Archaeological excavations in the Anatolian plateau, modern Turkey. ©Japanese Institute of Anatolian Archaeology

Understanding the Development of the Humanosphere and Civilizations through Archaeology

 The evolution of human species during the six-million-year period has altered the earth’s geo-cosmological system considerably. Exploring natural environments and various resources, we human beings have been surviving on this planet. Amid this human-nature intertwined entanglement, our species created a diversity of technologies, cultures and social structures, ultimately an urban-civilizational strategy in each spatio-temporal context on the earth.
 A history of building the Humanosphere on the earth system in a narrower sense dates back to around ten thousand years ago, when we started to control the natural spheres in an intensive and extensive manner, rather than a few recent centuries after the advent of modern industrialization.
 How and why our species explored, interacted and took advantage of the earth system? And how this long and protracted history shaped our own human world up to this day? To approach this question, Archaeology Research Unit tries to understand the cultural, technological, and social processes relying on archaeological datasets from the viewpoint of the Humanosphere. Our goal is to reconstruct the human-earth history in a new scientific framework.
 In particular our research unit focuses on the archaeology of Southwest Asia where early attempts to an agropastoral subsistence and advanced urban civilizations were made.

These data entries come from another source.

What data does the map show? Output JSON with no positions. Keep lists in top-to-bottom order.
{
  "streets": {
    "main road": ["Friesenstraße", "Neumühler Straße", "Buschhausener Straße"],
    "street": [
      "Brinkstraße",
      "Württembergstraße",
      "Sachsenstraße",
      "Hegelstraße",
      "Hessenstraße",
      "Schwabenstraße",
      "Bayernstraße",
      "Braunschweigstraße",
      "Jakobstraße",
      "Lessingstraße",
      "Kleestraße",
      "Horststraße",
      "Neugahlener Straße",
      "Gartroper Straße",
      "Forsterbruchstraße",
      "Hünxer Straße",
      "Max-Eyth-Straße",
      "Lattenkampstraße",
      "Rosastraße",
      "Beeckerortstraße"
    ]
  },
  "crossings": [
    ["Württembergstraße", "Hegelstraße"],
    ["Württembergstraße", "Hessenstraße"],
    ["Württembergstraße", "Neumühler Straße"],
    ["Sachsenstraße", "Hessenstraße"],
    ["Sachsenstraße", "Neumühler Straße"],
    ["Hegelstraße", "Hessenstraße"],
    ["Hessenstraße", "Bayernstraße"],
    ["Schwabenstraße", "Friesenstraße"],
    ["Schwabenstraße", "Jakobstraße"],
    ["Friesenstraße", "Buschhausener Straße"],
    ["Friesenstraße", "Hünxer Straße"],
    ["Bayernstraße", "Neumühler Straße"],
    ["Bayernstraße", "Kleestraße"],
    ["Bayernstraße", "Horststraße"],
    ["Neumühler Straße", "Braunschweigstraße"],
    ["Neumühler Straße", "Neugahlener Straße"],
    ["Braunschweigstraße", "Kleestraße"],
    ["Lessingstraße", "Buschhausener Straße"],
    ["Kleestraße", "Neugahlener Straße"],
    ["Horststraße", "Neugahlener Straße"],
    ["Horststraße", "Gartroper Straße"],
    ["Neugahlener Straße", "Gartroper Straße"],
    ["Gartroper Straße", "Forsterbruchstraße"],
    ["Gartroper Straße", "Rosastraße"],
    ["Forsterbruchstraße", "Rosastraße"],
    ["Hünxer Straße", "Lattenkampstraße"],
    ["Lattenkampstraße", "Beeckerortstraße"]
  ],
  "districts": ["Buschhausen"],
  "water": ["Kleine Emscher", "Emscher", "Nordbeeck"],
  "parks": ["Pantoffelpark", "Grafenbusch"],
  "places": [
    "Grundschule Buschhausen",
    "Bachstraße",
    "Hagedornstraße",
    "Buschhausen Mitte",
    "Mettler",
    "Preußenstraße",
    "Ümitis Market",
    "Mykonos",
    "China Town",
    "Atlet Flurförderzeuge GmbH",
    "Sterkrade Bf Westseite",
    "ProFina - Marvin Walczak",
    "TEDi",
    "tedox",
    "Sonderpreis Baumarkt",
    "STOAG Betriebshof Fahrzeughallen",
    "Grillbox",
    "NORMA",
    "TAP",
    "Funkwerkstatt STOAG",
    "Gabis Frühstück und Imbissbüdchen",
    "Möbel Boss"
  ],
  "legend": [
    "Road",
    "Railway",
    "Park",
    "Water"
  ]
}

 Currently we are undertaking the following research programs in Anatolia (geographical areas encompassing modern-day Turkey and neighboring regions), in close cooperation with the Japanese Institute of Anatolian Archaeology and other research organizations.

Defining Early Agropastoral Communities and the Neolithization Processes

 Neolithic Period (roughly corresponding to the early¬–middle Holocene) witnessed a critical development in cereal farming and animal husbandry along with diverse related technologies. This shift in food producing subsistence also caused irreversible important changes in socio-cultural and cognitive nature of human existence. In order to study this event in the frame of human-earth relationships, we aim to collect various material data from archaeological sites and to apply interdisciplinary multi-approaches (archaeology, palaeoenvironment, geo-sciences …) to specify the backgrounds of this critical shift.

Landscape of Anatolian Plateau, an arena of early Neolithic agropastralism

Untangling Complex Processes between Urban Societies and Material Worlds

 During the mid-Holocene there emerged a group of human complex societies with different organizations across Southwest Asia. As these societies developed, how material culture production structured and its technological foundations changed remains unexplained. In addition, what motivated the regional interactions in the process of urbanization, and what kind of socio-cultural dynamism paved ways to larger political entities such as empires, and their eventual collapse? Such archaeological problems should be reconsidered not only archaeologically but also based on palaeoenviromental, metallurgical, textual, and religio-cultural evidences.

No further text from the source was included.